───── AVAILABLE DATA ─────
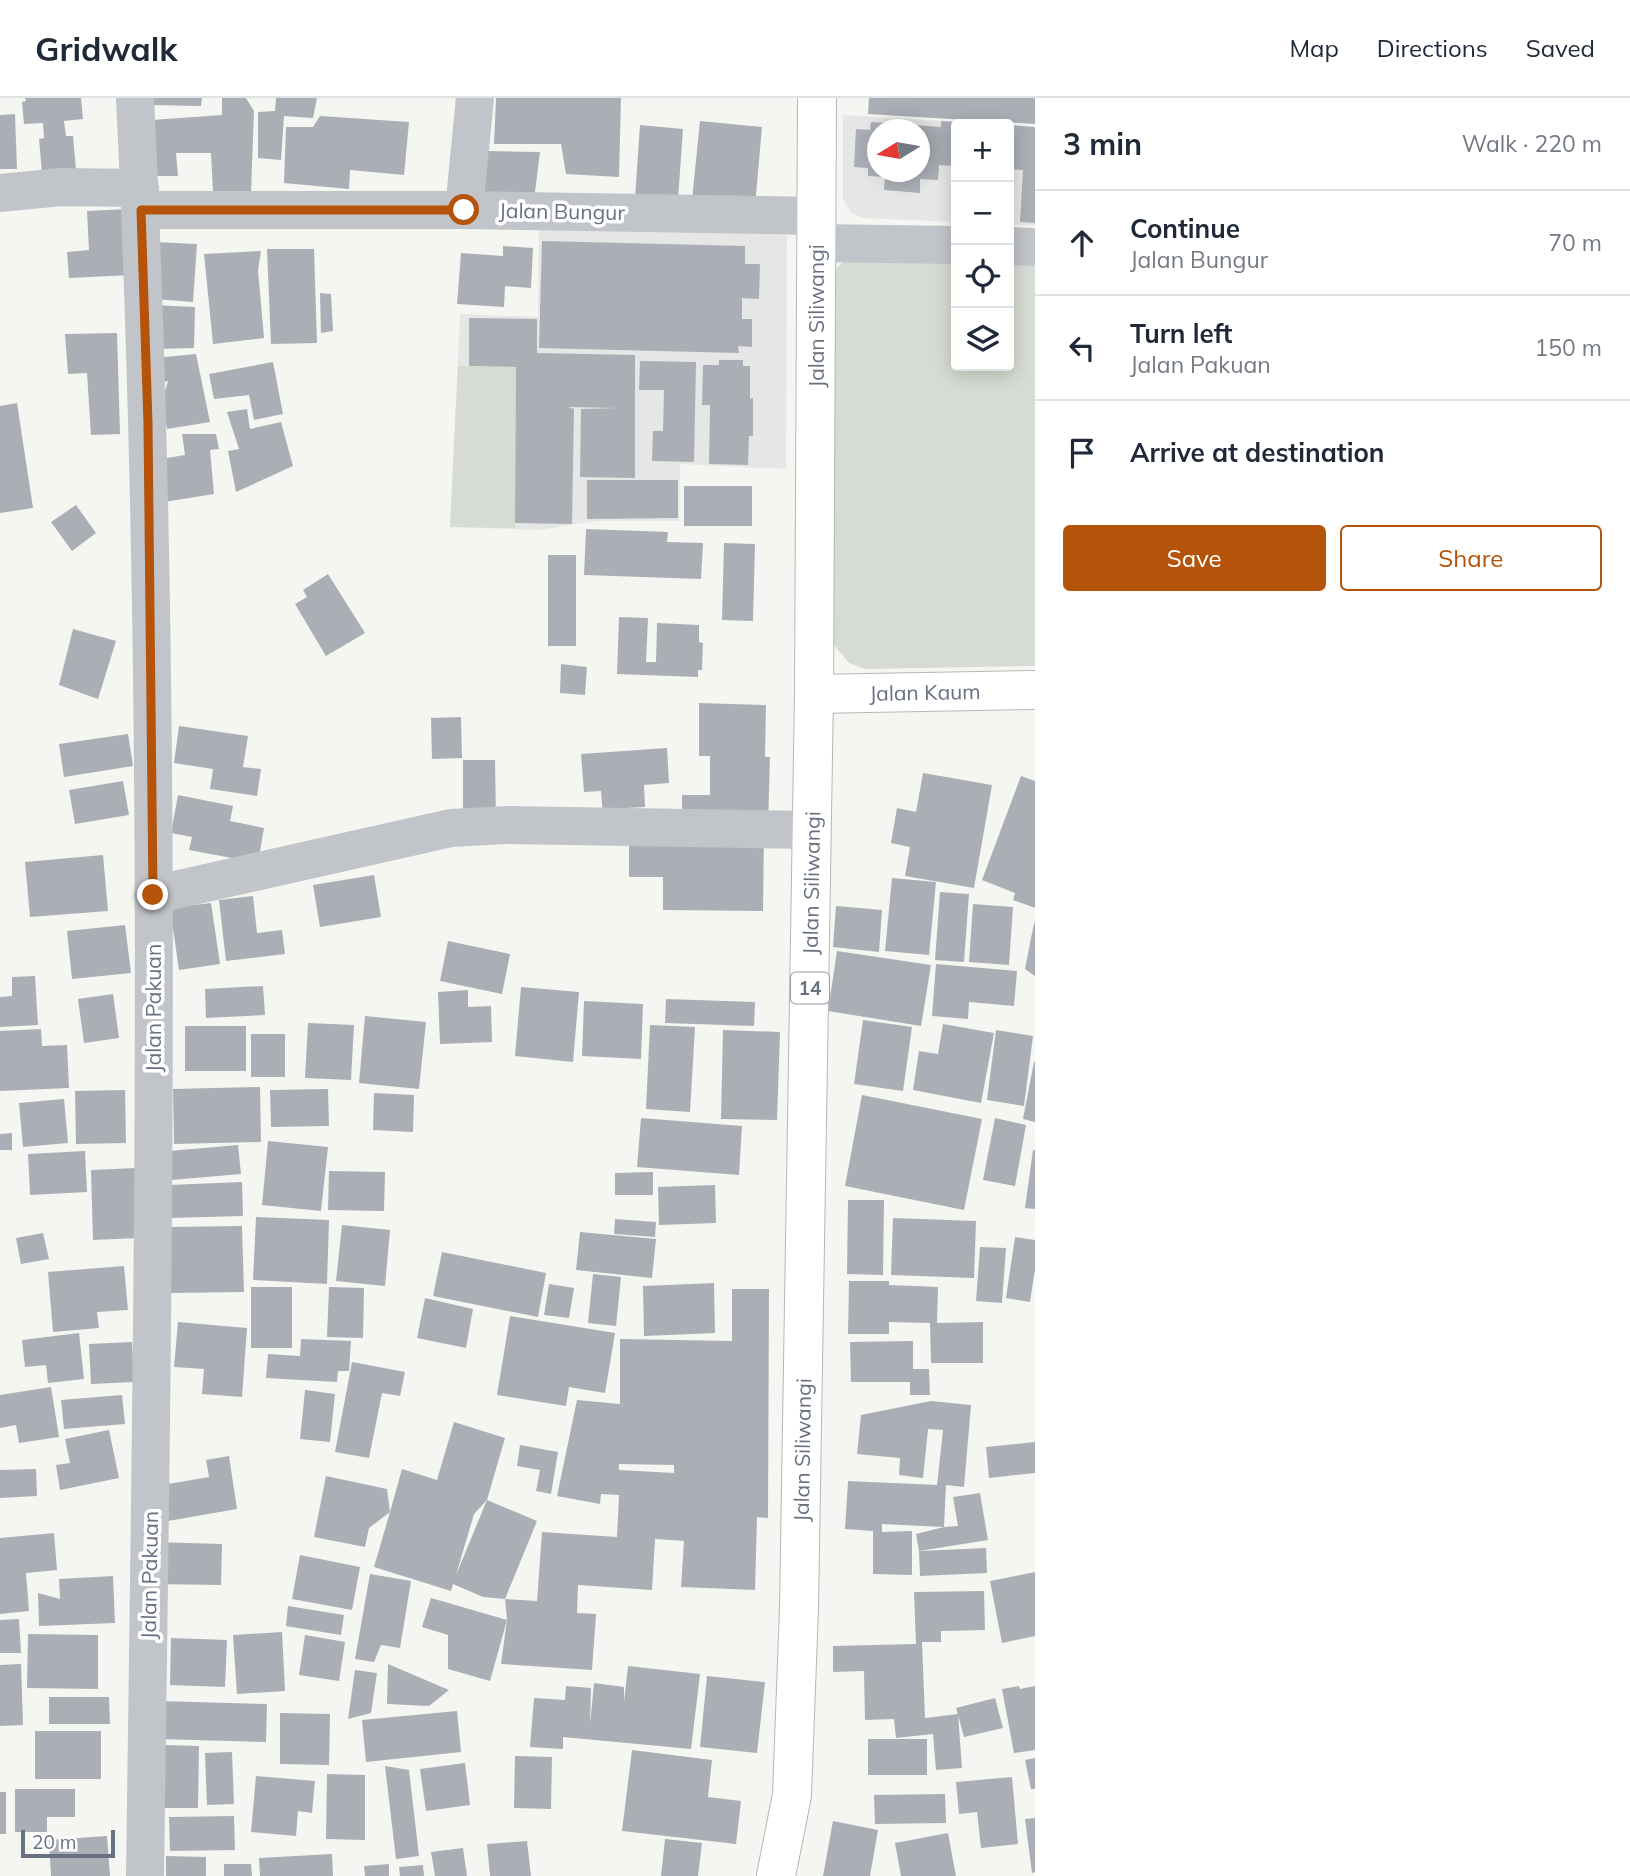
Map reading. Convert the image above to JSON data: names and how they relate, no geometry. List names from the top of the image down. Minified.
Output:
{"streets":{"main road":["Jalan Siliwangi","Jalan Kaum","14"],"street":["Jalan Bungur","Jalan Pakuan"]},"crossings":[["Jalan Bungur","Jalan Siliwangi"],["Jalan Bungur","Jalan Pakuan"],["Jalan Siliwangi","Jalan Kaum"]],"scale_bar":"20 m","north":"left","page":{"header":"Gridwalk","nav":["Map","Directions","Saved"],"heading":["3 min","Walk · 220 m"],"map_buttons":["+","−"],"list":[["Continue","Jalan Bungur","70 m"],["Turn left","Jalan Pakuan","150 m"],"Arrive at destination"],"buttons":["Save","Share"],"scale":"20 m"}}
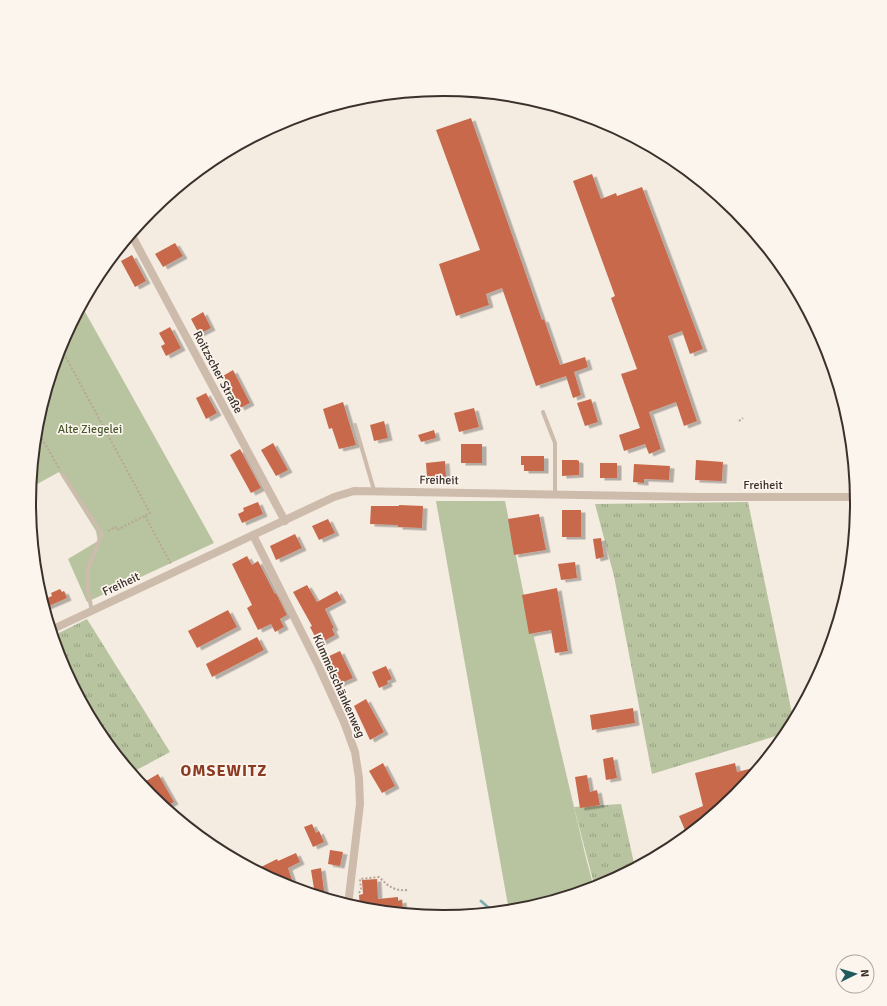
─────
### PROMPT:
Where the material above includes pictures, omit them and retype everything else exactly.

### EXPECTED ANSWER:
Map reading. Convert the image above to JSON data: names and how they relate, no geometry. List names from the top of the image down. Minified.
Output:
{"streets":{"main road":["Jalan Siliwangi","Jalan Kaum","14"],"street":["Jalan Bungur","Jalan Pakuan"]},"crossings":[["Jalan Bungur","Jalan Siliwangi"],["Jalan Bungur","Jalan Pakuan"],["Jalan Siliwangi","Jalan Kaum"]],"scale_bar":"20 m","north":"left","page":{"header":"Gridwalk","nav":["Map","Directions","Saved"],"heading":["3 min","Walk · 220 m"],"map_buttons":["+","−"],"list":[["Continue","Jalan Bungur","70 m"],["Turn left","Jalan Pakuan","150 m"],"Arrive at destination"],"buttons":["Save","Share"],"scale":"20 m"}}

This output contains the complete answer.